The Visual Analytics part of CUBIST is complementing traditional BI-means by utilizing Formal Concept Analysis (FCA) for analyzing the data in the triple store. FCA is a well-known theory of data analysis which allows to conceptually clustering objects with respect to a given set of attributes and then visualize the (lattice-ordered) set of clusters, e.g. by means of Hasse-diagrams. The starting point of FCA is a formal context (O,A,I) consisting of a set O of formal objects, a set A of formal attributes, and an incidence-relation M ⊆ O × A between the formal objects and attributes. There exists a variety of tools2 to carry out analysis of formal contexts (e.g. conexp, Lattice Miner, or conflexplore), but nearly all of them take a formal context as input. Real data to be analyzed, however, often comes in different forms:
- •
Conceptually, often attributes are not binary, but have values like numbers, strings, or dates (e.g. We have many-valued attributes);
- •
Technically, data can come in form of csv-files, databases, triple stores, etc.
For dealing with many-valued attributes, the best-known and most-used method is conceptual scaling (Ganter & Wille, 1989). Essentially, for a given-many valued attribute, a conceptual scale is a specific context with the values of the many-valued attribute as formal objects. The choice of the formal attributes of the scale is a question of the design of the scale: The formal attributes are meaningful attributes to describe the values; they might be different entities or they might even be the values of the property again. Using a conceptual scale, a dataset with a many-valued attribute can be “translated” into a formal context, where the objects are the objects of the dataset and the attributes are the attributes of the conceptual scale, and the derived formal context can be analyzed with FCA.

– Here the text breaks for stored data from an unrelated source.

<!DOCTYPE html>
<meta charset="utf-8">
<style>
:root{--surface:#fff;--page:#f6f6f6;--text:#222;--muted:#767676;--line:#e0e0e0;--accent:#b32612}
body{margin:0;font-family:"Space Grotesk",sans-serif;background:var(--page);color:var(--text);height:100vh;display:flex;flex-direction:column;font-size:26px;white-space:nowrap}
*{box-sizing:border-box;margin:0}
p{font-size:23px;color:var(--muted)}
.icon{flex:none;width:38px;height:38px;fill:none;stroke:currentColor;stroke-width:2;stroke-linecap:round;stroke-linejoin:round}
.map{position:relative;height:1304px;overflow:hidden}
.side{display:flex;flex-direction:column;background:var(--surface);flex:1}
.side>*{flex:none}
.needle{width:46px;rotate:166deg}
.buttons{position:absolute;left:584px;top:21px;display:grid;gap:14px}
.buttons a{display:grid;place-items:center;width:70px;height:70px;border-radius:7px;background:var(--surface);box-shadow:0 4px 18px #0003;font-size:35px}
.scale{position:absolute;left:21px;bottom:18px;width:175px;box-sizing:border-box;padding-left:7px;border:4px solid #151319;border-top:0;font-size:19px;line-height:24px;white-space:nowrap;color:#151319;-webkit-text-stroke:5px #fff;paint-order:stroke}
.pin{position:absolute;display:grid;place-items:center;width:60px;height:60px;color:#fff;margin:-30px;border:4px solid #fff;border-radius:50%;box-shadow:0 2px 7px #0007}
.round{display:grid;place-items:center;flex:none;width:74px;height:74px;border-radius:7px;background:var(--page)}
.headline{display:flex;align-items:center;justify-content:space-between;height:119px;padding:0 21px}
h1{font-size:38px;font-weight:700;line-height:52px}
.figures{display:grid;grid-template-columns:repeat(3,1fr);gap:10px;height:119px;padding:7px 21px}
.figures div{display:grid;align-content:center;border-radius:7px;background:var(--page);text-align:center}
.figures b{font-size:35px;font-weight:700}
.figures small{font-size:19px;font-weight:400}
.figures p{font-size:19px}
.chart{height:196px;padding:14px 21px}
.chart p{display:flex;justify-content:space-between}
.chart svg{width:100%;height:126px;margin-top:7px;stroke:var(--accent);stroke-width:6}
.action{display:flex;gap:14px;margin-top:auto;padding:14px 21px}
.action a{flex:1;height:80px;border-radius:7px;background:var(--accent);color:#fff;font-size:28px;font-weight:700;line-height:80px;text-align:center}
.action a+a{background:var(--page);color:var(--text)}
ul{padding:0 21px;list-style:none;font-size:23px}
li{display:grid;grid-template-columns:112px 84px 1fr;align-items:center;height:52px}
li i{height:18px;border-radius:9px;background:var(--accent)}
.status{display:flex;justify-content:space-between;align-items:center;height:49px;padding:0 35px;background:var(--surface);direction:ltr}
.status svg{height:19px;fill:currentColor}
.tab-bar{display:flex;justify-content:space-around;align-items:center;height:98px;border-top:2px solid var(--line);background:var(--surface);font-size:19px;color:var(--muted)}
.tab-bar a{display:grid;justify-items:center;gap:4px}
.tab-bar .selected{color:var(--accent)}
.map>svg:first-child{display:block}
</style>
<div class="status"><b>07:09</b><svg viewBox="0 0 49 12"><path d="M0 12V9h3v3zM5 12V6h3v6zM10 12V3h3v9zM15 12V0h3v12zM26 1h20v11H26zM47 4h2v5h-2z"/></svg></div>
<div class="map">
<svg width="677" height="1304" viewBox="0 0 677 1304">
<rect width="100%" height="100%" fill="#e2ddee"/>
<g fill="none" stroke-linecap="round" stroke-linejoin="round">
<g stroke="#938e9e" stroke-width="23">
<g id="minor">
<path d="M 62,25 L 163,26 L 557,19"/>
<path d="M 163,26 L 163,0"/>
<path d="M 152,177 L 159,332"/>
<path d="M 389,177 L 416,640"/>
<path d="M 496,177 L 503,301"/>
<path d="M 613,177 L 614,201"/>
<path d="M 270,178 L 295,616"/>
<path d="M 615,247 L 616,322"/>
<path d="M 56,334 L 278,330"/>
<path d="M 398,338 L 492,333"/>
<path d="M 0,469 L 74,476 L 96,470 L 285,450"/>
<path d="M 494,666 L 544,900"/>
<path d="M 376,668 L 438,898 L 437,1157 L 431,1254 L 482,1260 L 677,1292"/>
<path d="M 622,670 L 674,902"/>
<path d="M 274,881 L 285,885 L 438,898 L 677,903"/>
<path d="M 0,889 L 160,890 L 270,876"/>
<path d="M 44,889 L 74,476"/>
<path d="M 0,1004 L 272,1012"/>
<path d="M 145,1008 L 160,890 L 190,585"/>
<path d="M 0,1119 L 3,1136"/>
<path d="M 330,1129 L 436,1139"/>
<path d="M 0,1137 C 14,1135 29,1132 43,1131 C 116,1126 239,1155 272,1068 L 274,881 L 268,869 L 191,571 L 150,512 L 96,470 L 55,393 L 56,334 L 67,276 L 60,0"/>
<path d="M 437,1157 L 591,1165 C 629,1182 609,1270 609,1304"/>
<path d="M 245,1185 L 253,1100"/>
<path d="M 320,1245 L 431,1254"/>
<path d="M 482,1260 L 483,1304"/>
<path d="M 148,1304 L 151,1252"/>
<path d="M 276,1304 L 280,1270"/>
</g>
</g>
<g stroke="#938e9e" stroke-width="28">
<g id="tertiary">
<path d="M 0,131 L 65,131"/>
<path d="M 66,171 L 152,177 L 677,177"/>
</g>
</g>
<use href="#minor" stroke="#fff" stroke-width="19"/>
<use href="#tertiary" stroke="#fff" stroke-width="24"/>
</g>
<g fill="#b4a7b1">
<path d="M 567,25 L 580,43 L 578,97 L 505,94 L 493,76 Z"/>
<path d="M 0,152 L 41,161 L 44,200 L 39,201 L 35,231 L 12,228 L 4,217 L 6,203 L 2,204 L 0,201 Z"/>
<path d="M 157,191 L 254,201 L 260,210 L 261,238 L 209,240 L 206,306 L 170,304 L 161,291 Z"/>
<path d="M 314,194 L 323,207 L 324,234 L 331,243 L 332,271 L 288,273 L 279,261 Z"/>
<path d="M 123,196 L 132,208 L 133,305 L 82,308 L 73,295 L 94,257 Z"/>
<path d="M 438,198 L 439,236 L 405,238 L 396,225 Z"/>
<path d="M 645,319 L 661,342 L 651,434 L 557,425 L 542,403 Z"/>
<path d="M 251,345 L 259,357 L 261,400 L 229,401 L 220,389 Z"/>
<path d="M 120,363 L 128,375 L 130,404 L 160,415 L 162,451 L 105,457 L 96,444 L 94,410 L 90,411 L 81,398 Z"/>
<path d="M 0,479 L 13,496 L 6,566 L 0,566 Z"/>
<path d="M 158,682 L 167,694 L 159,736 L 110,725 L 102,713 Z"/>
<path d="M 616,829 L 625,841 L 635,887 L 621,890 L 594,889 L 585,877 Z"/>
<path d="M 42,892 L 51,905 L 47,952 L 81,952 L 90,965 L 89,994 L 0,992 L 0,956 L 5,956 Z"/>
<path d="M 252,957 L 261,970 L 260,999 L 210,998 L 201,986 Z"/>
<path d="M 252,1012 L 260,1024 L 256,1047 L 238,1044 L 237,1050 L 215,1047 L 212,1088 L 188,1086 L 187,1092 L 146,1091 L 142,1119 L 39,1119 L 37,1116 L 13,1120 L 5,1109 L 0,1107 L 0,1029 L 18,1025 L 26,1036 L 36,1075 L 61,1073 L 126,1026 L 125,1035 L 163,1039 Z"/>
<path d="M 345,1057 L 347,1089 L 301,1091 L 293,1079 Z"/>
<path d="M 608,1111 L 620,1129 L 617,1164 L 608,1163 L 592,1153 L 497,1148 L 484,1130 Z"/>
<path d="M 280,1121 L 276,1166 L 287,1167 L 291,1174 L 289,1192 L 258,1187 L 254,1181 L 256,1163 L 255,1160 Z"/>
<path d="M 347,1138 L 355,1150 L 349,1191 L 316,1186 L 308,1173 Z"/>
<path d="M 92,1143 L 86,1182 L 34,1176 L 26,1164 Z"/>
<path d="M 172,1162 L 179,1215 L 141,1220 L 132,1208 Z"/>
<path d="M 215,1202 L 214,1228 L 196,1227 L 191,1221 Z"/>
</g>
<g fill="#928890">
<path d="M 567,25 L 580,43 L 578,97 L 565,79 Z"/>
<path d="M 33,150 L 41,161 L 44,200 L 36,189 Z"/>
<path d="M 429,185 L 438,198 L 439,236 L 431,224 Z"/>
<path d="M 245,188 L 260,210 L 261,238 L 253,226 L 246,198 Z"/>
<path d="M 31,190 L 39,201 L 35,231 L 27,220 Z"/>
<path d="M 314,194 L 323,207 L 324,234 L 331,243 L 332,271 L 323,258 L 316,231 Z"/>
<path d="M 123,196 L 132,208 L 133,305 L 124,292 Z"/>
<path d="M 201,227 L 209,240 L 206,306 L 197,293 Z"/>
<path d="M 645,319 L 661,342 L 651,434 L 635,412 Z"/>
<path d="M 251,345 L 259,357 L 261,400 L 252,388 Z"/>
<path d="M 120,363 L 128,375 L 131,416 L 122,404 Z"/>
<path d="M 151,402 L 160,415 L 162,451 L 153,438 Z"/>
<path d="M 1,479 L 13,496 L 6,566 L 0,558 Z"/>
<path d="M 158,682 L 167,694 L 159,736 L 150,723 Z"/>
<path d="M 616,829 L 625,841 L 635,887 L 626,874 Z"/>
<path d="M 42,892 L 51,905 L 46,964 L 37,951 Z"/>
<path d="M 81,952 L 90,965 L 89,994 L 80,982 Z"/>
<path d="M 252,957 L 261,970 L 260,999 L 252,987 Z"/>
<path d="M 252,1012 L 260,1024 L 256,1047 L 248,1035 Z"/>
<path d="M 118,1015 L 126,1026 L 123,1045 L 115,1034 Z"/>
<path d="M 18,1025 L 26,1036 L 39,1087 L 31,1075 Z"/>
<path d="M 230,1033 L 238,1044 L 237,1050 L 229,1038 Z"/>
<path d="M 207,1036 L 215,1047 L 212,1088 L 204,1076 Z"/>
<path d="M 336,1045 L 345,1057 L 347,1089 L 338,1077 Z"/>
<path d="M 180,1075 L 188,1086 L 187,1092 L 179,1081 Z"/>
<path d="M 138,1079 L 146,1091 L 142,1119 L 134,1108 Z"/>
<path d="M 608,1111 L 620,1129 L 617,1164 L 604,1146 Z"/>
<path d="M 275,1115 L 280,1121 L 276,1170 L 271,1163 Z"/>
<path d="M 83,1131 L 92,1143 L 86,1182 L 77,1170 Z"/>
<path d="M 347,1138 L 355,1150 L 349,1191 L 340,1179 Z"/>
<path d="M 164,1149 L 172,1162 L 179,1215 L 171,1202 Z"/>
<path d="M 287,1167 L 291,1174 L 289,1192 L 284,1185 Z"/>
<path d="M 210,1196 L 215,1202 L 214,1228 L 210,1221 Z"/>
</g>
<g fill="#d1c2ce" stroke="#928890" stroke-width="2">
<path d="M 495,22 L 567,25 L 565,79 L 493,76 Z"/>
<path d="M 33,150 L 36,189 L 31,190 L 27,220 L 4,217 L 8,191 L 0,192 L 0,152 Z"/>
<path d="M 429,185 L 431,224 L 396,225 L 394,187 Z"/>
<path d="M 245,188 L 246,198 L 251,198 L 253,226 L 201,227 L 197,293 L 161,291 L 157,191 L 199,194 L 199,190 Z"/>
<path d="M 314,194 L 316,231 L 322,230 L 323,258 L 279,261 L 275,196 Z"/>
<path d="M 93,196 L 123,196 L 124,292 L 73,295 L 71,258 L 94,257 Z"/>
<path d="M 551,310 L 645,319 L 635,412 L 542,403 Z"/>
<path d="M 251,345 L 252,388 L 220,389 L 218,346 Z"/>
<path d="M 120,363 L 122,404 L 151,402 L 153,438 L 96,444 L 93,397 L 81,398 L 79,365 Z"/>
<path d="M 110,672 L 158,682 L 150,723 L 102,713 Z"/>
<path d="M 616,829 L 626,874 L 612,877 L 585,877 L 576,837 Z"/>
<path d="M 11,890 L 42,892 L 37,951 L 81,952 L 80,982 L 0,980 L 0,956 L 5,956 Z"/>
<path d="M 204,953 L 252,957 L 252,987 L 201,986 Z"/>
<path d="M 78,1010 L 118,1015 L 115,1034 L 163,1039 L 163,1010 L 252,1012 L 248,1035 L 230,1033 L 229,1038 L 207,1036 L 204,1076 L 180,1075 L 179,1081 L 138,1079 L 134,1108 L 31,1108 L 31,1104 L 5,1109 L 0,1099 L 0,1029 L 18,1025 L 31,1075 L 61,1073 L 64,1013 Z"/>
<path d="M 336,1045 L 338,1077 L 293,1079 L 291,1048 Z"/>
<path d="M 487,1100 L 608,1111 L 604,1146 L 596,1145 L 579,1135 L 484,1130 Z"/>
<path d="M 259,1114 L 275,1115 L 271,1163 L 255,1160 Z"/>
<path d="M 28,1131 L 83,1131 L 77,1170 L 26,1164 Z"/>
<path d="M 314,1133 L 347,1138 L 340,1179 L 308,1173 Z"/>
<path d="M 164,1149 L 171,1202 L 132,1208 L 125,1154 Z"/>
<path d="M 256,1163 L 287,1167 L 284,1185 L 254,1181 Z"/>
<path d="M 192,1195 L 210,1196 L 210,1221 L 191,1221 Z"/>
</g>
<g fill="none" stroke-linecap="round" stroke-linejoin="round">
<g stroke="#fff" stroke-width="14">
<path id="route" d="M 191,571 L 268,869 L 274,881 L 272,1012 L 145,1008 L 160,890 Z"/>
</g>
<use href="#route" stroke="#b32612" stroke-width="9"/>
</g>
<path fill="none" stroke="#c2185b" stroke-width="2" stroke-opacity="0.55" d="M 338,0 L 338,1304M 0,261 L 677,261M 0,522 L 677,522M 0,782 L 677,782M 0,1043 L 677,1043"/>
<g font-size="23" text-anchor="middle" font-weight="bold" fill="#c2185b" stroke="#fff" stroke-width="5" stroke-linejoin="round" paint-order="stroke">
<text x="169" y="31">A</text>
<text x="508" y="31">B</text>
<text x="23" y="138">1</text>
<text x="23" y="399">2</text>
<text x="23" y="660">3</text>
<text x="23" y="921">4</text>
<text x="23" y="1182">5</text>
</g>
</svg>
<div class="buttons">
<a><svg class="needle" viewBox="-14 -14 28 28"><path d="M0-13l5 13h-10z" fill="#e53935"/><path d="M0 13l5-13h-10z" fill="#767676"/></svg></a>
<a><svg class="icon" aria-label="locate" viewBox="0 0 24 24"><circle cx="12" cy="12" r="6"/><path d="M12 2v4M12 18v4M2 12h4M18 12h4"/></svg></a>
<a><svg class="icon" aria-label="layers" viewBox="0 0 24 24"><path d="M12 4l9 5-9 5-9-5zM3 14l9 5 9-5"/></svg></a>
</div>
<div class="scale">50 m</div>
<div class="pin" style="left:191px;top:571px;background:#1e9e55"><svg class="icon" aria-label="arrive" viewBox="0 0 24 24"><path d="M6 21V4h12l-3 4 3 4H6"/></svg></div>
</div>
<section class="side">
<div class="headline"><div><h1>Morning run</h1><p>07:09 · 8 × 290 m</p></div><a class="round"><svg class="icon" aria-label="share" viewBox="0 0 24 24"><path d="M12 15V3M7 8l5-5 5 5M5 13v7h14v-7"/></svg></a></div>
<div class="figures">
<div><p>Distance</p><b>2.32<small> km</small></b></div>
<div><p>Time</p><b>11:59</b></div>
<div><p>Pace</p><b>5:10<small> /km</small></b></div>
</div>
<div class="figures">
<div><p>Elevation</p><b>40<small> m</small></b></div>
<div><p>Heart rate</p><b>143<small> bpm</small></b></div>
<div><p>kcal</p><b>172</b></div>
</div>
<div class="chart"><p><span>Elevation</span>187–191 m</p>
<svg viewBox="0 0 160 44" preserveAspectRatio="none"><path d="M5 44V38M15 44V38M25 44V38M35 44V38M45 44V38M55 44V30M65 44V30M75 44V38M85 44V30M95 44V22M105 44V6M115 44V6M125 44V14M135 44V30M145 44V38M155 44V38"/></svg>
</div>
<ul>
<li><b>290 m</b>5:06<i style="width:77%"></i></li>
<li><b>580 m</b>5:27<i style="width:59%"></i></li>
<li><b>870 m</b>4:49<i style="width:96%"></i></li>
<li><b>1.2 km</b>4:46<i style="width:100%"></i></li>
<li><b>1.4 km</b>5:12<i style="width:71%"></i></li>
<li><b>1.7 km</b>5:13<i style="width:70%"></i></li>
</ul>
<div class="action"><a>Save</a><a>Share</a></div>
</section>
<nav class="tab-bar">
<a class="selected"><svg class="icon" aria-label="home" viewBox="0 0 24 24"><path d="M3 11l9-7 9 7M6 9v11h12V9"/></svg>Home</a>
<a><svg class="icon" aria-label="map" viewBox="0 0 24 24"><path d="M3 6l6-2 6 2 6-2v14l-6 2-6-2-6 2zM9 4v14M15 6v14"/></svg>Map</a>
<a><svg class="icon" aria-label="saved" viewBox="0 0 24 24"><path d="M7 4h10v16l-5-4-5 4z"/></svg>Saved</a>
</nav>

From the technical point of view, there are (to the author’s knowledge) essentially two tools which allow for scaling real datasets:
- •
Toscanaj (Becker & Correia, 2005) is a suite of tools which allows to creating conceptual scales out of data from a relational database and then interactively visualizing and exploring the generated concept lattices;
- •
Fcabedrock (Andrews, 2009; Andrews & Orphanides, 2010) is a tool which converts csv-files into formal contexts. It is “taking each many-valued attribute and converting it into as many Boolean attributes as it has values and converting continuous values using ranges.” (Andrews & Orphanides, 2010).